CD8+T Cells Elicited by an ApoB-100 Related Peptide Vaccine Mediate Protection Against Angiotension II-induced Hypertension and Renal Fibrosis

Background: T cells play an important role in angiotensin II (AngII)-induced hypertension but the specific subtype involved remains unknown. We recently reported that immunization with apoB-100 related peptide p210 modified CD8+ T cell function, and reduced mean blood pressure (BP) and renal inflammation in AngII-infused apoE (-/-) mice. In this study, we assessed the role of CD8+ T cells in p210 vaccine mediated renal protection. Method and Results: ApoE (-/-) mice were immunized with p210/cBSA/Alum (p210; 100 μg) at 7, 10, and 12 weeks of age. Mice receiving PBS or cBSA/Alum (cBSA) served as controls. At 10 weeks of age, mice were subcutaneously implanted with an osmotic pump which released AngII (1 mg/Kg/min), and were euthanized 4 weeks later. Flow cytometric analysis showed p210 treated mice had significantly increased CD8+CD25+IL-12+ splenic T cells indicating CD8+ T cell activation (Table). Renal fibrosis assessed by Masson-Trichrome staining and pro-fibrotic gene expression was significantly reduced in p210 vaccine treated group (Table).

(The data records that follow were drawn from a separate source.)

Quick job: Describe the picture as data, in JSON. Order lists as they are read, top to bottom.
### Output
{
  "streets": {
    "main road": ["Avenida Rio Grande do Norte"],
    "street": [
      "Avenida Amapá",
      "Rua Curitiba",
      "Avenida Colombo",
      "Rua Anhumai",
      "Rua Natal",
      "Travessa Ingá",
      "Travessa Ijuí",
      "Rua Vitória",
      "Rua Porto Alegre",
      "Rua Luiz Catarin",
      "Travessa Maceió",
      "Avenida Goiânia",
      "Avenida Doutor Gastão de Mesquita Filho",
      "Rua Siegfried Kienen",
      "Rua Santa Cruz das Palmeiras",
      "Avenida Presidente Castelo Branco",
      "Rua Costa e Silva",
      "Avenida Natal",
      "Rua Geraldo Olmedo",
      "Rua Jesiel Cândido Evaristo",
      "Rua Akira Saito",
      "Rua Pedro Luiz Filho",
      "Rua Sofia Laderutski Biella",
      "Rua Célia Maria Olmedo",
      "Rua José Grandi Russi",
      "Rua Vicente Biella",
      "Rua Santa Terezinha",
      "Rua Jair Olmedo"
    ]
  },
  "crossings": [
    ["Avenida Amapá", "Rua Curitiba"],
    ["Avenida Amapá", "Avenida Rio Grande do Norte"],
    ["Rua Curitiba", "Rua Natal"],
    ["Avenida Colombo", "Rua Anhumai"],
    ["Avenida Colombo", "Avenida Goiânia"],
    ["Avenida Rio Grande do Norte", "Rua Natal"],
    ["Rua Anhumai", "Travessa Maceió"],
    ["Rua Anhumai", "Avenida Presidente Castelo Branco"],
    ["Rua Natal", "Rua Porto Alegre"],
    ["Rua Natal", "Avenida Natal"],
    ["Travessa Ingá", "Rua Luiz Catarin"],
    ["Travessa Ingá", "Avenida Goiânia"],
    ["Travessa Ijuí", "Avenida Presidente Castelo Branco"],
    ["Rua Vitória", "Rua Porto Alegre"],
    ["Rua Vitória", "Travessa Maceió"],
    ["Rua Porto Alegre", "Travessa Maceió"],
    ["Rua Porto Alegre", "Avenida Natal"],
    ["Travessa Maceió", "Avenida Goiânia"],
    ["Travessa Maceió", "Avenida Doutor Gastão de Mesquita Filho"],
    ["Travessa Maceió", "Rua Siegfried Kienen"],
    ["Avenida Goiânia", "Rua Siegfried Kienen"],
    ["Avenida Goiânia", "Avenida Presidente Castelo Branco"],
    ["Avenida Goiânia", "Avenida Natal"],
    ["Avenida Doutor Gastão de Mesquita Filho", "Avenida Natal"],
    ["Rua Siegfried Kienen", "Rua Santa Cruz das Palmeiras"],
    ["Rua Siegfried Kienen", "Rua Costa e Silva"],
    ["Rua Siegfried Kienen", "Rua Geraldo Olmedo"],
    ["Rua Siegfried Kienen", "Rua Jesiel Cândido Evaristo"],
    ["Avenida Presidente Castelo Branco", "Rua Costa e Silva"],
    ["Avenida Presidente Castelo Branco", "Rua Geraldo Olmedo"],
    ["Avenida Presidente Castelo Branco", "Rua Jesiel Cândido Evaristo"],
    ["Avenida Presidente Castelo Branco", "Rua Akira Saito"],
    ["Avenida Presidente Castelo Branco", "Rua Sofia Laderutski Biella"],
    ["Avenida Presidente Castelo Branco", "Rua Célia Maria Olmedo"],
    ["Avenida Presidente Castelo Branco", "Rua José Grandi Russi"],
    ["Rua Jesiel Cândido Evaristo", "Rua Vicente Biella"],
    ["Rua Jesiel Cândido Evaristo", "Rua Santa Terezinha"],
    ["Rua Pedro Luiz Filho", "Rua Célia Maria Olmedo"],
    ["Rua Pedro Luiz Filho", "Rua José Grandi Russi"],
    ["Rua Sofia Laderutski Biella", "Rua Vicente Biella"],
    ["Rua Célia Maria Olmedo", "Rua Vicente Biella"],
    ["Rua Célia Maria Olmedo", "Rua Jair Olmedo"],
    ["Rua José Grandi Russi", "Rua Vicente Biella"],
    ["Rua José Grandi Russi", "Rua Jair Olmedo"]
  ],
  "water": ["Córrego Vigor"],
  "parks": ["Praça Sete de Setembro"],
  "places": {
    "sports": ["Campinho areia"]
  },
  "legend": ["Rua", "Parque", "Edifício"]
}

P210 immunized mice with CD8+ T cell depletion by a monoclonal antibody (Ab) developed higher mean BP compared to similarly treated mice receiving isotype Ab or no Ab injection ( no Ab injection = 123±1 mmHg, CD8 Ab = 132±1 mmHg*, isotype Ab = 123±2 mmHg, *p<0.05, N=8, 7, 5 respectively, *p<0.05 vs no Ab injection.). Depletion of CD8+ T cells also increased renal fibrotic gene expression compared to no Ab injection (Table). Conclusion: CD8+ T cells elicited by an apoB-100 related peptide vaccine mediate protection against AngII-induced hypertension and renal fibrosis.